Truman Park Bahama Village Plan
By Pru Sowers
Konk Life Staff Writer
A preliminary plan calling for a 75-room hotel, retail stores and 168 rental homes and townhouses to be built on a six-acre parcel inside of Truman Waterfront Park has drawn a very mixed response.
Like the park itself, the commercial development plan has been years in the making and is intended specifically to connect next-door Bahama Village to the new park as well as create economic opportunities for the low-income neighborhood. But the size and scope of the 6.6-acre development, which would stretch along the western edge of Bahama Village where it butts up against what is currently a recreational playing field as well as the abandoned Keys Energy plant on Fort Street, was a concern for some members of the Truman Waterfront Advisory Board, which heard City Planner Thaddeus Cohen lay out the plan at the board’s Feb. 29 meeting.
Cohen’s diagram showed Petronia Street extending into the lower edge of Truman Waterfront Park, which began construction two months ago after 15 years of planning, and dead-ending at a 75-room “boutique” hotel. Surrounding the hotel would be 138 residential homes and 30 low-rise townhomes. Retail stores would take up about 31,000 square feet and another almost 28,000 square feet would be set aside in the former Keys Energy plant for educational institutions to open satellite campuses.

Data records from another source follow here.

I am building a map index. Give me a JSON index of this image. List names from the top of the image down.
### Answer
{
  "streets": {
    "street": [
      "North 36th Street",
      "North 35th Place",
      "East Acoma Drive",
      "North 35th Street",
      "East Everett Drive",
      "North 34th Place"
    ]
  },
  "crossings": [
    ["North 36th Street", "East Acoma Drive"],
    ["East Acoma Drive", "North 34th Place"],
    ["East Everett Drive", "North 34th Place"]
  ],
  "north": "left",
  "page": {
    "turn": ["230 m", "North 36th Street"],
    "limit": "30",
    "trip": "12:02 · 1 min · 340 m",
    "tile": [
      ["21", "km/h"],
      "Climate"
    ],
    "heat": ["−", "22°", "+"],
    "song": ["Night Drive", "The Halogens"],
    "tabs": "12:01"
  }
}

“We’re kind of excited about the conversation,” Cohen said about the preliminary plan. “That’s what conceptual designs do, hopefully: Get people thinking about what the opportunities are.”
“I’m excited by it,” said Waterfront Advisory Board Member Rev. Randy Becker. “I think the idea that this is an economic engine at the end of Petronia [St.] that will help the rest of Petronia and Bahama Village is an appropriate use of that space.”
When the idea of creating a public park along the Truman Waterfront turned into a serious discussion about 10 years ago, voters approved a referendum calling for a portion of the area to be set aside to create tax incremental funding (TIF) – money from tax-generating businesses within a specific community redevelopment area – that would go back into Bahama Village to help it reduce blight in the neighborhood. City Commissioner Clayton Lopez reminded the Waterfront Advisory Board at its Feb. 29 meeting that while the specifics of a proposed development plan were left open, the 6.6-acre parcel was always supposed to be used for economic opportunities benefiting Bahama Village.
“You’re seeing an update of a plan that was put in place years ago,” Lopez said. “I agree the proposed buildings should blend better within the community but this is just a concept. Otherwise, this is exactly what the people voted for.”
That didn’t sway some members of the advisory board. Board member Albert Sullivan said if put to a vote today, the concept plan “would get hammered” by people who do not want to see commercial development inside the Truman Waterfront Park.
“There was a huge outcry in this community that they wanted a park, not development,” Sullivan said.
And advisory board member Ricky Arnold, Jr., said the proposed design was “the complete opposite” of what he expected to see built on the 6.6 acres. The townhouse, home and hotel designs do not maintain the special character of Key West that attracts tourists with its Caribbean-flavored architecture, he said.
“This is going to look like the city that they came from,” Arnold said. “Every time we build some big thing like that, we’re losing the character we have that makes people want to come back here.”